# [Information supplied]
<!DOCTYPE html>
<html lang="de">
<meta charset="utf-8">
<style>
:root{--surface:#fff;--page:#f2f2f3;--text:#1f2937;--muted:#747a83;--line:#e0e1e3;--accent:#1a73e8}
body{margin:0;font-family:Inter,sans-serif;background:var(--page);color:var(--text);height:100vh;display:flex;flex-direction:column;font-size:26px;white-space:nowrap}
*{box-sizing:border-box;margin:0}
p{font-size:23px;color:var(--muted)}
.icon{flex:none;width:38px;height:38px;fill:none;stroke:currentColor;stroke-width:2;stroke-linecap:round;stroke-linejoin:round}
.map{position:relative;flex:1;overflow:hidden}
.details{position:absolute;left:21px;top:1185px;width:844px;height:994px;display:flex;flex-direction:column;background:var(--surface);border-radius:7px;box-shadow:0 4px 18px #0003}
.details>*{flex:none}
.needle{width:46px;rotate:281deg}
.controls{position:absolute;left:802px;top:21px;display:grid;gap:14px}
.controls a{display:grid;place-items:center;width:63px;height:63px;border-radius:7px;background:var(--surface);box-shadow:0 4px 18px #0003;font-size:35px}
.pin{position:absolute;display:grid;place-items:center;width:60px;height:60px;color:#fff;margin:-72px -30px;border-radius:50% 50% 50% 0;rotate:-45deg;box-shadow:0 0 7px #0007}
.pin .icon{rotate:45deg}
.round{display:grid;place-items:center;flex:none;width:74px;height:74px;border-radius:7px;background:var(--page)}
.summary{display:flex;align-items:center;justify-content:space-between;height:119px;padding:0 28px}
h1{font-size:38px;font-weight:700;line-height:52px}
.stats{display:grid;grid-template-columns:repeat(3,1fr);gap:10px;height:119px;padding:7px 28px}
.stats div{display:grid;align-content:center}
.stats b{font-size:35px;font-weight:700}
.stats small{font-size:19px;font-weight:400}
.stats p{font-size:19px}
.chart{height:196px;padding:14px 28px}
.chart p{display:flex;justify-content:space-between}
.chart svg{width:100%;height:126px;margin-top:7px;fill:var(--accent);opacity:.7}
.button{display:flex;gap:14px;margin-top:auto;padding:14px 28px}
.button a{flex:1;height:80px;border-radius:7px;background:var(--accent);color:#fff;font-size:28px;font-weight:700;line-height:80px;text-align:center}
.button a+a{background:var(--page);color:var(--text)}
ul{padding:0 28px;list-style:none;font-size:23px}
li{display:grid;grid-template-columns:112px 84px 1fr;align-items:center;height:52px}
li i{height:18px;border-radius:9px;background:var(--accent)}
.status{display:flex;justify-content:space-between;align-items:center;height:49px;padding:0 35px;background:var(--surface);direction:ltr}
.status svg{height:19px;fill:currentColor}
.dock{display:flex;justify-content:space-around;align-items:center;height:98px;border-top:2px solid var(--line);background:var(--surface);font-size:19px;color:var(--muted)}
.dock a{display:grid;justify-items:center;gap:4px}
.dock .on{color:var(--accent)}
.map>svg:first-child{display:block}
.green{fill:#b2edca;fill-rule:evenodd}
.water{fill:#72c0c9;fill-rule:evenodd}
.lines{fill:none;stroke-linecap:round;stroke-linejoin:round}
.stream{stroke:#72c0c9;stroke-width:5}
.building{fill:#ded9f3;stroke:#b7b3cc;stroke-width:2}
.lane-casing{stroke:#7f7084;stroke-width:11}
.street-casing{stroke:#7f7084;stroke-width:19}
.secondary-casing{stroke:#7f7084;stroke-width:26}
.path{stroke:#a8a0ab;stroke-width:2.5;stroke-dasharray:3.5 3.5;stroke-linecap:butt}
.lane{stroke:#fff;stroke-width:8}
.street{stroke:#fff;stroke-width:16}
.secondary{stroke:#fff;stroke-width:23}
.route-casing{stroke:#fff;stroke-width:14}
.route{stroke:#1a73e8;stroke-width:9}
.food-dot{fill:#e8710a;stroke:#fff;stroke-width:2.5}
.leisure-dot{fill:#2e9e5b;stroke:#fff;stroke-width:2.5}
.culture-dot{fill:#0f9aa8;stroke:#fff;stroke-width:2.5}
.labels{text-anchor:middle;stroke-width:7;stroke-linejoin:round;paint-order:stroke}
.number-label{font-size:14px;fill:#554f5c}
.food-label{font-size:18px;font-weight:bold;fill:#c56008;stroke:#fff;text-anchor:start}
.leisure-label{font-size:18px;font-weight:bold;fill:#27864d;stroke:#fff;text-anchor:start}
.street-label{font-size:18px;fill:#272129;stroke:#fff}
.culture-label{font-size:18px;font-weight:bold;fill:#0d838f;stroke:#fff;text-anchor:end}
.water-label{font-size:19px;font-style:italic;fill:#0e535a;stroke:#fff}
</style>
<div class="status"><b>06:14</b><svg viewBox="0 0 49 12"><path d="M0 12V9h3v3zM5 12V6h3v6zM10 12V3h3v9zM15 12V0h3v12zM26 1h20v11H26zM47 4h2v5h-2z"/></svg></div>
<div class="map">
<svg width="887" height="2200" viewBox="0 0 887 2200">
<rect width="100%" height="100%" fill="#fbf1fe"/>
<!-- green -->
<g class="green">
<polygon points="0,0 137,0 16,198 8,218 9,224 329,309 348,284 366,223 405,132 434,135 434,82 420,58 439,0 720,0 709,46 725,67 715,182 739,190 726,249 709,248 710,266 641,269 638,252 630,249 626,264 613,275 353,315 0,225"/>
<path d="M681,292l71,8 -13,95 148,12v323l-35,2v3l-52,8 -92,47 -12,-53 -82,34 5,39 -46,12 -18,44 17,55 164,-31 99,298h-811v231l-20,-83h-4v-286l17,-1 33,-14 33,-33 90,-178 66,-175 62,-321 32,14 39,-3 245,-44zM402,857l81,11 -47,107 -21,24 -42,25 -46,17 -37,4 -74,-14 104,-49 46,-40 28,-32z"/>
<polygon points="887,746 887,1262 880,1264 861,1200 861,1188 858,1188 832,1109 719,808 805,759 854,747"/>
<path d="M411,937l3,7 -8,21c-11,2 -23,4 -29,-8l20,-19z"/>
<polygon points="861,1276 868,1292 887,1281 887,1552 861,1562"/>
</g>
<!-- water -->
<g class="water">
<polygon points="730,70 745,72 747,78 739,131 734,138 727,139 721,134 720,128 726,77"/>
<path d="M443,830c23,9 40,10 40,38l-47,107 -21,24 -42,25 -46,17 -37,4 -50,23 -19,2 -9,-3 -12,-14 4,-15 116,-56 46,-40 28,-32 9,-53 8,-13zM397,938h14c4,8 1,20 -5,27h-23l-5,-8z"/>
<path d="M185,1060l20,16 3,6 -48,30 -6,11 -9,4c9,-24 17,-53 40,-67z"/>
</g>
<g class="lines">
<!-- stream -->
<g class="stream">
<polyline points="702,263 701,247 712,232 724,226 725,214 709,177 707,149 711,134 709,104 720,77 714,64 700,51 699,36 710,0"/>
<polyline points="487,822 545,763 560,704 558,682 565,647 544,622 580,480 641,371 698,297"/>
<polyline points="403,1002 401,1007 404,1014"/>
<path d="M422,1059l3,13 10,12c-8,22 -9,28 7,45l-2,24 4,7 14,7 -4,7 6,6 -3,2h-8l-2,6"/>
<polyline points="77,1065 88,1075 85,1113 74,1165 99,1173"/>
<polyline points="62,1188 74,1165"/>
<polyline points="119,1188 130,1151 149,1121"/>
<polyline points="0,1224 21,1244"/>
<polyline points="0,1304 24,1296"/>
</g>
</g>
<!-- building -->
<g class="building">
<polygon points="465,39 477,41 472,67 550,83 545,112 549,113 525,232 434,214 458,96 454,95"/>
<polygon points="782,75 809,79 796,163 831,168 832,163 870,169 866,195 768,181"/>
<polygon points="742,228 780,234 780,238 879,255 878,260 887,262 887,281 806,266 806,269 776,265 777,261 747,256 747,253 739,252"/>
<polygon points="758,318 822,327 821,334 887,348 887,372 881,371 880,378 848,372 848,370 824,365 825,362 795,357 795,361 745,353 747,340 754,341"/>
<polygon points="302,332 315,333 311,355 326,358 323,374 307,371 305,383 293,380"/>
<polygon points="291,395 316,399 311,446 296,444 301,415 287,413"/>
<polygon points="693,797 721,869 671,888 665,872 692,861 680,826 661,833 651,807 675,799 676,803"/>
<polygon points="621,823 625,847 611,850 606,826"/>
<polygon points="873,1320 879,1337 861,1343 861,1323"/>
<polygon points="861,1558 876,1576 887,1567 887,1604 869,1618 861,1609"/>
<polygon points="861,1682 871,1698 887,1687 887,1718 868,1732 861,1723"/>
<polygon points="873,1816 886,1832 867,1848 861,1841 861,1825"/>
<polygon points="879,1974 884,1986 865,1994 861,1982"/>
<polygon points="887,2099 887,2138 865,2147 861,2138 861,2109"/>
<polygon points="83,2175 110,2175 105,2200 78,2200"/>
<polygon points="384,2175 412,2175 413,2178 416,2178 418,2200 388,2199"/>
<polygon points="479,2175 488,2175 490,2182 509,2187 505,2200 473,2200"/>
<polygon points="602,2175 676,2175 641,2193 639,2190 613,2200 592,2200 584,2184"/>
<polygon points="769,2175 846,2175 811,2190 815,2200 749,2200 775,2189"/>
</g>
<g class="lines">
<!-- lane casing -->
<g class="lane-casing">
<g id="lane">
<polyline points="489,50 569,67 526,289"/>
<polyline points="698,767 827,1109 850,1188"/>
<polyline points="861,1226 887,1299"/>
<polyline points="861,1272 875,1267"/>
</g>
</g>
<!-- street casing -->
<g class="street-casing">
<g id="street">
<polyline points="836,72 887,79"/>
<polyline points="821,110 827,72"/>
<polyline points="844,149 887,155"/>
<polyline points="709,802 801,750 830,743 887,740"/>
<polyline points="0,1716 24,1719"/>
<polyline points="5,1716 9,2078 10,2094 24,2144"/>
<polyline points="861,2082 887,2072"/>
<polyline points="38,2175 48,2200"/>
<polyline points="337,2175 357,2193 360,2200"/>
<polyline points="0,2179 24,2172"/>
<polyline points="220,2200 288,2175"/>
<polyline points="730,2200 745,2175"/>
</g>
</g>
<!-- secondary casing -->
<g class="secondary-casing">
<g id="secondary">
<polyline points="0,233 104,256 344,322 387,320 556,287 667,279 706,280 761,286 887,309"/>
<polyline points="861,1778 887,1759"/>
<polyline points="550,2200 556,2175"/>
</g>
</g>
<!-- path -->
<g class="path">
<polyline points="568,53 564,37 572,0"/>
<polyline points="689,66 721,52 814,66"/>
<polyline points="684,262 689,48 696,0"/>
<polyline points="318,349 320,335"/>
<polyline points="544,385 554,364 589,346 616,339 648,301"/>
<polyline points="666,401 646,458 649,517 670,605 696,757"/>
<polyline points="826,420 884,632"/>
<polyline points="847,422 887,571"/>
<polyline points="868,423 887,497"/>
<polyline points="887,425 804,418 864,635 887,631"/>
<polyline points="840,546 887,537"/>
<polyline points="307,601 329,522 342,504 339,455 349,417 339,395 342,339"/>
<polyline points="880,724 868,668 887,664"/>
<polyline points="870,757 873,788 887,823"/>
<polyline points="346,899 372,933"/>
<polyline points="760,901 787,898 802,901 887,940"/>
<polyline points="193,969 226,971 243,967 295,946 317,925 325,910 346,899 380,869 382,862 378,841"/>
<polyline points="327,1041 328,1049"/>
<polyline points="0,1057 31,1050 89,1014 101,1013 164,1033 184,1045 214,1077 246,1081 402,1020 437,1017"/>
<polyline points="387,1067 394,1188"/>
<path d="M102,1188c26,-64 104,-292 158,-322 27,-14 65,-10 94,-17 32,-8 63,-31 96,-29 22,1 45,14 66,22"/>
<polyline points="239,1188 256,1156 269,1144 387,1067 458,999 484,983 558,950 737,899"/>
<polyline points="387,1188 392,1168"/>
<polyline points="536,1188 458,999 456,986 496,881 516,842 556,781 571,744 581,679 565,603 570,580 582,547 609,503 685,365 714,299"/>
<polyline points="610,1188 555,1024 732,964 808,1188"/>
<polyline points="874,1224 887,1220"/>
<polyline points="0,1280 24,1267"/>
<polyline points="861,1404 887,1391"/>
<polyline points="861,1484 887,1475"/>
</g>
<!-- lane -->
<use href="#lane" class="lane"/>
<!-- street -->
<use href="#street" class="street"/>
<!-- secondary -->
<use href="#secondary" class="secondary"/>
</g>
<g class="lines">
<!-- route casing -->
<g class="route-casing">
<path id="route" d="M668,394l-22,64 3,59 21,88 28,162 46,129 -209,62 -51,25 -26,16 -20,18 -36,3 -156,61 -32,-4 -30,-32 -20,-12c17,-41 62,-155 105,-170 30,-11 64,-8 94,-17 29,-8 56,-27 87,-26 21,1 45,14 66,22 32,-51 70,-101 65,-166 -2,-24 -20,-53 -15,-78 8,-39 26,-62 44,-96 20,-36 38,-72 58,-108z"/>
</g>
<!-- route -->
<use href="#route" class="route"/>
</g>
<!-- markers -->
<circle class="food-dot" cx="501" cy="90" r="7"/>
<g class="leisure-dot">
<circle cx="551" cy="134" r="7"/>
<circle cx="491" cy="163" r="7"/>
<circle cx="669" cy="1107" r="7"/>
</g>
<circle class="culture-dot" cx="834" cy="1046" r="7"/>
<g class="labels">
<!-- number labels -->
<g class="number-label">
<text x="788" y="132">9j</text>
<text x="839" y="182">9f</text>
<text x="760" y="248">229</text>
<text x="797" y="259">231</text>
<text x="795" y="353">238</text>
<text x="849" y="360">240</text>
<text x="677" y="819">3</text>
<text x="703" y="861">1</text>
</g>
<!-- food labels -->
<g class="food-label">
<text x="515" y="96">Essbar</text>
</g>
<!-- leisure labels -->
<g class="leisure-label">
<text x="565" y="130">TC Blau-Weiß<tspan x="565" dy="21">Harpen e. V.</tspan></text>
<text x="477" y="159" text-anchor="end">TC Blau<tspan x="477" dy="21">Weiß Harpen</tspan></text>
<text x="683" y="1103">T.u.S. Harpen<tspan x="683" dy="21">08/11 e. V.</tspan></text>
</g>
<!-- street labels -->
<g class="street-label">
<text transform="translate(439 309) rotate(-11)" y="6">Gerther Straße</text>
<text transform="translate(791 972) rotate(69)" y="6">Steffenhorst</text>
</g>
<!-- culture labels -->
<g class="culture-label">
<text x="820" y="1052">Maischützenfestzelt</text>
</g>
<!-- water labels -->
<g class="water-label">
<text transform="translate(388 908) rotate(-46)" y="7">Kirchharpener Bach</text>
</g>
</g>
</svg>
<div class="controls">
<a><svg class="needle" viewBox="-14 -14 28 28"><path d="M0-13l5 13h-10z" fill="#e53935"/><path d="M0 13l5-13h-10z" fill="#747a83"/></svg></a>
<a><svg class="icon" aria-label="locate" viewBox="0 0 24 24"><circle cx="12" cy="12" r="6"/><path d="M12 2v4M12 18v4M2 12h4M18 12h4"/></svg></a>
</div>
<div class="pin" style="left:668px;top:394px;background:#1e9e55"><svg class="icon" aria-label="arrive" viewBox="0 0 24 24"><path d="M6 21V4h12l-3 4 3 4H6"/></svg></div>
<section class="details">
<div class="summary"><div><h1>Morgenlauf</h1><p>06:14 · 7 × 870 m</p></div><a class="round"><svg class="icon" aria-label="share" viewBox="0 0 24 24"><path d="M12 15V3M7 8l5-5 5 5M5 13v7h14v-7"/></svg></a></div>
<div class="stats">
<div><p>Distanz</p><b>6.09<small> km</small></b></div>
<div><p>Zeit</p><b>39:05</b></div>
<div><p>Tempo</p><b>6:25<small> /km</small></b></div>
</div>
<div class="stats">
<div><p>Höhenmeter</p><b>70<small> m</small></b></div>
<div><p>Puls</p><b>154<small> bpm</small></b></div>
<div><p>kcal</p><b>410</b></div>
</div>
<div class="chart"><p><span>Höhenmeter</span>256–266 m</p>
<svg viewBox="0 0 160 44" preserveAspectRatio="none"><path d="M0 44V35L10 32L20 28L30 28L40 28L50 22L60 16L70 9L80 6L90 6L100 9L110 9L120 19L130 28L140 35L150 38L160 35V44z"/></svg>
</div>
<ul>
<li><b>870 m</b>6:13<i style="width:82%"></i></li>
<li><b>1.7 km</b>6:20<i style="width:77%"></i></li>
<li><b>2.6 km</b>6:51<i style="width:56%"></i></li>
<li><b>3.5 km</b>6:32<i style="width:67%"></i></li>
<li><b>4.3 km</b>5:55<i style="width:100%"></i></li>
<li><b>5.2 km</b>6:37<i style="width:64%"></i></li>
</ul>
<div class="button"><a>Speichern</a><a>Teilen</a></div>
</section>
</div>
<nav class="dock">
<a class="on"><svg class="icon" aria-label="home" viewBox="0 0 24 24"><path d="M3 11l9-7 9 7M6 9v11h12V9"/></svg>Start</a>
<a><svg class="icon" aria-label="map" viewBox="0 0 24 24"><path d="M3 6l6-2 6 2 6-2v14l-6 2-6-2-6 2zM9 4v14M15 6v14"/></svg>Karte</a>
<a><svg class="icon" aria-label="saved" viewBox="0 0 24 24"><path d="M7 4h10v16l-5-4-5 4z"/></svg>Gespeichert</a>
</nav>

# [Assigned task]
Locate the word "shadow" in the data above. Copy every line carrying it.

# [Result]
.details{position:absolute;left:21px;top:1185px;width:844px;height:994px;display:flex;flex-direction:column;background:var(--surface);border-radius:7px;box-shadow:0 4px 18px #0003}
.controls a{display:grid;place-items:center;width:63px;height:63px;border-radius:7px;background:var(--surface);box-shadow:0 4px 18px #0003;font-size:35px}
.pin{position:absolute;display:grid;place-items:center;width:60px;height:60px;color:#fff;margin:-72px -30px;border-radius:50% 50% 50% 0;rotate:-45deg;box-shadow:0 0 7px #0007}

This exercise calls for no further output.